AmazonBasics Microfibre Bedsheet

I’m a huge snob about not using polyester in anything that touches my skin, but I ordered this without realising it was made of polyester and decided to give it a try anyway. I’ve been pleasantly surprised and now use it just as happily as I do my cotton bedsheets. Weirdly, though, the duvet and pillow cover set made of the same material has been really crappy — the duvet cover doesn’t have enough friction against the duvet itself, so the duvet gets messed up around in the cover, and the pillows are just not that nice to rest your head on.

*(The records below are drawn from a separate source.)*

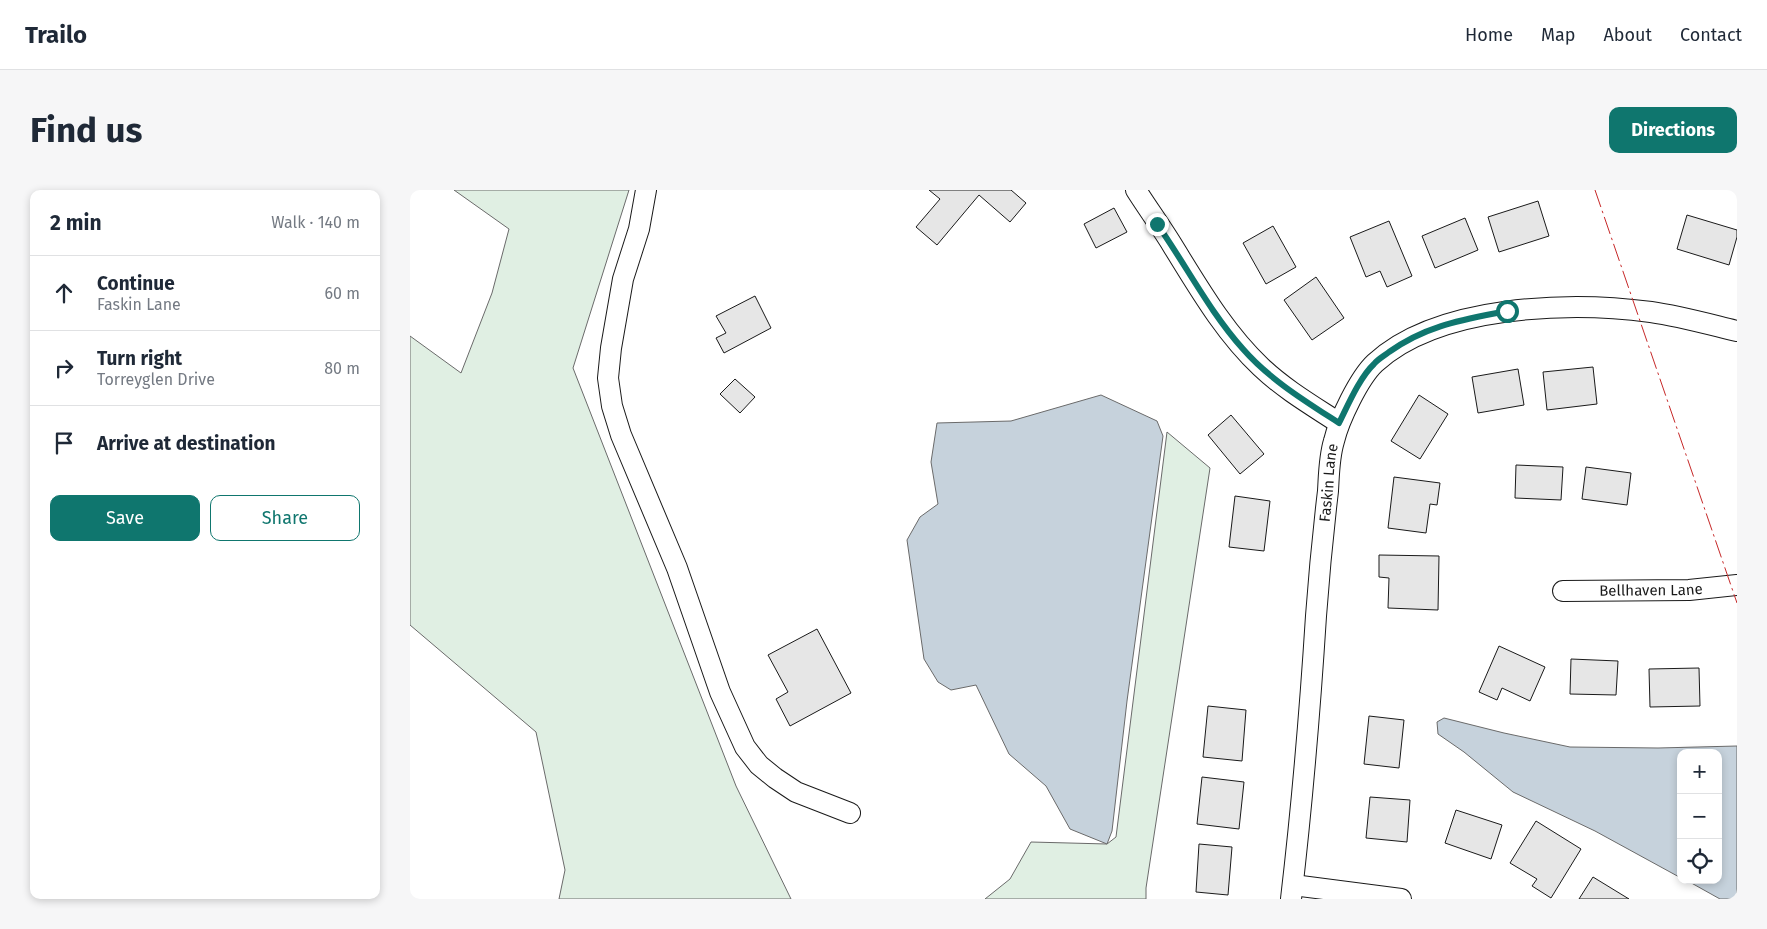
<!DOCTYPE html>
<meta charset="utf-8">
<style>
:root{--surface:#fff;--page:#f6f6f7;--text:#1f2937;--muted:#747a83;--line:#e0e1e3;--accent:#0f766e}
body{margin:0;font-family:"Fira Sans",sans-serif;background:var(--page);color:var(--text)}
.controls{position:absolute;right:15px;bottom:15px;display:grid;overflow:hidden;border-radius:10px;box-shadow:0 2px 8px #0003}
.controls button{width:45px;height:45px;display:grid;place-items:center;padding:0;border:0;border-bottom:1px solid var(--line);background:var(--surface);color:var(--text);font:25px sans-serif}
.stop{position:absolute;width:15px;height:15px;margin:-11px;border:4px solid #0f766e;border-radius:50%;background:#fff}
.stop.end{background:#0f766e;border-color:#fff;box-shadow:0 1px 5px #0008}
.list{margin:0;padding:0;list-style:none}
h2{display:flex;justify-content:space-between;align-items:center;height:65px;margin:0;padding:0 20px;font-size:21px}
h2 small{font-size:16px;font-weight:400;color:var(--muted)}
.list li{display:grid;grid-template-columns:32px 1fr auto;gap:15px;align-items:center;box-sizing:border-box;height:75px;padding:0 20px;border-top:1px solid var(--line)}
.list b{display:block;font-size:19px;white-space:nowrap}
.list p{margin:0;font-size:16px;white-space:nowrap;color:var(--muted)}
.list em{font-size:16px;font-style:normal;color:var(--muted)}
.actions{display:flex;gap:10px;padding:15px 20px}
.actions a{flex:1;padding:11px 0;border:1px solid var(--accent);border-radius:10px;text-align:center;font-size:18px;color:var(--accent)}
.actions .main{background:var(--accent);color:#fff}
.icon{flex:none;width:28px;height:28px;fill:none;stroke:currentColor;stroke-width:2;stroke-linecap:round;stroke-linejoin:round}
.map{position:relative;flex:none;width:1327px;height:709px;overflow:hidden;border-radius:10px}
header{display:flex;align-items:center;gap:30px;box-sizing:border-box;height:70px;padding:0 25px;background:var(--surface);border-bottom:1px solid var(--line)}
header strong{font-size:24px}
nav{display:flex;gap:28px;margin-inline-start:auto;font-size:18px}
.intro{display:flex;align-items:center;justify-content:space-between;box-sizing:border-box;height:120px;padding:0 30px}
h1{margin:0;font-size:35px}
.button{padding:12px 22px;border-radius:10px;background:var(--accent);color:#fff;font-size:18px;font-weight:700}
main{display:flex;gap:30px;padding:0 30px}
aside{flex:1;background:var(--surface);border-radius:10px;box-shadow:0 2px 8px #0003}
.map>svg:first-child{display:block}
.green{fill:#e0efe3;stroke:#6a6a6a}
.water{fill:#c6d2dc;stroke:#6a6a6a}
.building{fill:#e6e6e6;stroke:#1a1a1a}
.lines{fill:none;stroke-linecap:round;stroke-linejoin:round}
.minor-casing{stroke:#1a1a1a;stroke-width:22}
.minor{stroke:#fff;stroke-width:20}
.power{stroke:#c62828;stroke-width:1;stroke-dasharray:18 4 2.5 4;stroke-linecap:butt}
.route{stroke:#0f766e;stroke-width:6}
.labels{text-anchor:middle;stroke-width:4;stroke-linejoin:round;paint-order:stroke}
.street-label{font-size:15px;fill:#1a1a1a;stroke:#fff}
</style>
<header>
<strong>Trailo</strong>
<nav><a>Home</a><a>Map</a><a>About</a><a>Contact</a></nav>
</header>
<div class="intro"><h1>Find us</h1><a class="button">Directions</a></div>
<main>
<aside>
<h2>2 min<small>Walk · 140 m</small></h2>
<ul class="list">
<li><svg class="icon" aria-label="ahead" viewBox="0 0 24 24"><path d="M12 20V5M6 11l6-6 6 6"/></svg><div><b>Continue</b><p>Faskin Lane</p></div><em>60 m</em></li>
<li><svg class="icon" aria-label="right" viewBox="0 0 24 24"><path d="M7 20v-9h11M14 6l5 5-5 5"/></svg><div><b>Turn right</b><p>Torreyglen Drive</p></div><em>80 m</em></li>
<li><svg class="icon" aria-label="arrive" viewBox="0 0 24 24"><path d="M6 21V4h12l-3 4 3 4H6"/></svg><div><b>Arrive at destination</b></div></li>
</ul>
<div class="actions"><a class="main">Save</a><a>Share</a></div>
</aside>
<div class="map">
<svg width="1327" height="709" viewBox="0 0 1327 709">
<rect width="100%" height="100%" fill="#fff"/>
<g class="green">
<path d="M44 0H219L163 178 326 596 381 709H149L155 680 126 542 0 435V146L51 183 82 103 99 39Z"/>
<path d="M757 242 800 278 736 698V709H575L600 689 621 652 697 654 706 647Z"/>
</g>
<g class="water">
<path d="M691 205 747 231 753 246 717 511 702 641 697 654 660 639 636 596 599 564 566 495 541 500 528 492 514 469 497 350 510 327 528 314 521 272 527 233 601 231Z"/>
<path d="M1034 528 1094 543 1160 557 1248 558 1327 556V709H1310L1276 690H1308V563H1271V688L1185 641 1103 602 1054 562 1028 544 1027 532Z"/>
</g>
<g class="building">
<path d="M519 0H601L616 13 600 32 569 5 527 55 506 37 530 9Z"/>
<path d="M1128 11 1139 46 1089 62 1078 27Z"/>
<path d="M704 18 717 42 686 58 674 34Z"/>
<path d="M1277 25 1327 40V47L1319 75 1267 59Z"/>
<path d="M1055 28 1068 60 1025 78 1012 46Z"/>
<path d="M979 31 1002 86 977 97 970 81 956 87 940 47Z"/>
<path d="M863 36 886 77 856 94 833 53Z"/>
<path d="M906 87 934 128 902 150 874 110Z"/>
<path d="M345 106 361 138 314 163 306 148 316 143 306 126Z"/>
<path d="M1183 177 1187 214 1137 220 1133 182Z"/>
<path d="M1108 179 1114 215 1068 223 1062 187Z"/>
<path d="M325 189 345 207 330 223 310 204Z"/>
<path d="M1009 205 1038 224 1010 269 981 251Z"/>
<path d="M821 225 854 264 830 284 798 245Z"/>
<path d="M1106 275 1153 277 1151 310 1105 308Z"/>
<path d="M1176 277 1221 283 1217 315 1172 309Z"/>
<path d="M984 287 1030 293 1027 315 1020 314 1016 343 978 338Z"/>
<path d="M825 306 860 311 854 361 819 357Z"/>
<path d="M969 365 1029 366 1028 420 978 418 979 388 969 387Z"/>
<path d="M407 439 441 503 380 536 366 509 378 502 358 465Z"/>
<path d="M1089 456 1135 477 1120 511 1092 498 1087 510 1069 502Z"/>
<path d="M1161 469 1208 471 1206 505 1160 504Z"/>
<path d="M1289 478 1290 516 1240 517 1239 479Z"/>
<path d="M798 516 836 520 832 571 793 567Z"/>
<path d="M959 526 994 530 989 578 954 574Z"/>
<path d="M792 587 834 592 829 639 787 634Z"/>
<path d="M960 607 1000 610 997 652 956 648Z"/>
<path d="M1046 620 1092 635 1081 669 1035 653Z"/>
<path d="M1126 631 1171 659 1141 708 1122 696 1127 689 1100 673Z"/>
<path d="M789 654 822 657 818 705 786 702Z"/>
<path d="M1183 687 1219 709H1169Z"/>
</g>
<g class="lines">
<g class="minor-casing">
<g id="minor">
<path d="M236 0 229 39 213 89 201 158 198 188 202 216 211 245 267 378 310 502 335 557 349 575 365 588 386 602 440 623"/>
<path d="M726 0C738 19 752 38 764 58 790 100 815 143 851 177 874 199 903 216 929 233"/>
<path id="s1" d="M1153 401 1279 400 1327 395"/>
<path d="M883 695 991 709"/>
<path id="s2" d="M881 709C892 615 900 521 906 426 909 385 913 343 918 301 919 285 919 267 924 251 929 230 949 188 965 173 1028 115 1160 111 1241 122 1269 126 1298 134 1327 141"/>
</g>
</g>
<use href="#minor" class="minor"/>
<path class="power" d="M1185 0 1327 413"/>
</g>
<g class="lines">
<path class="route" d="M747 34C776 75 799 121 833 159 859 189 895 211 929 233 938 215 950 187 964 174 968 169 974 166 979 162 1017 135 1052 130 1097 121"/>
</g>
<g class="labels">
<g class="street-label">
<text dy="5" stroke="none"><textPath href="#s2" startOffset="418">Faskin Lane</textPath></text>
<text dy="5" stroke="none"><textPath href="#s1" startOffset="88">Bellhaven Lane</textPath></text>
</g>
</g>
</svg>
<div class="controls">
<button>+</button>
<button>−</button>
<button><svg class="icon" aria-label="locate" viewBox="0 0 24 24"><circle cx="12" cy="12" r="6"/><path d="M12 2v4M12 18v4M2 12h4M18 12h4"/></svg></button>
</div>
<div class="stop" style="left:1097px;top:121px"></div>
<div class="stop end" style="left:747px;top:34px"></div>
</div>
</main>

Avoid the duvet cover set but get the sheet.

Items I’d like suggestions about:

  1. Socks (Currently: M&S, John Lewis)
  2. Dress shirts (Currently: TM Lewin, Charles Tyrwhitt)
  3. Suits (Currently: SuitSupply)

Items I’m considering adding to this list:

Meat tenderiser — I use this to make cheaper cuts of meat, like pork shoulder steaks or beef round steak, more tender and appetising. It works well, so much so that a pork shoulder steak that’s been tenderised and fried is easy enough to eat in a sandwich, but I’m not sure if it has enough versatility and staying power.

Hario glass teapot — I don’t really drink enough tea to firmly endorse this, but it’s a very pretty little pot for the price.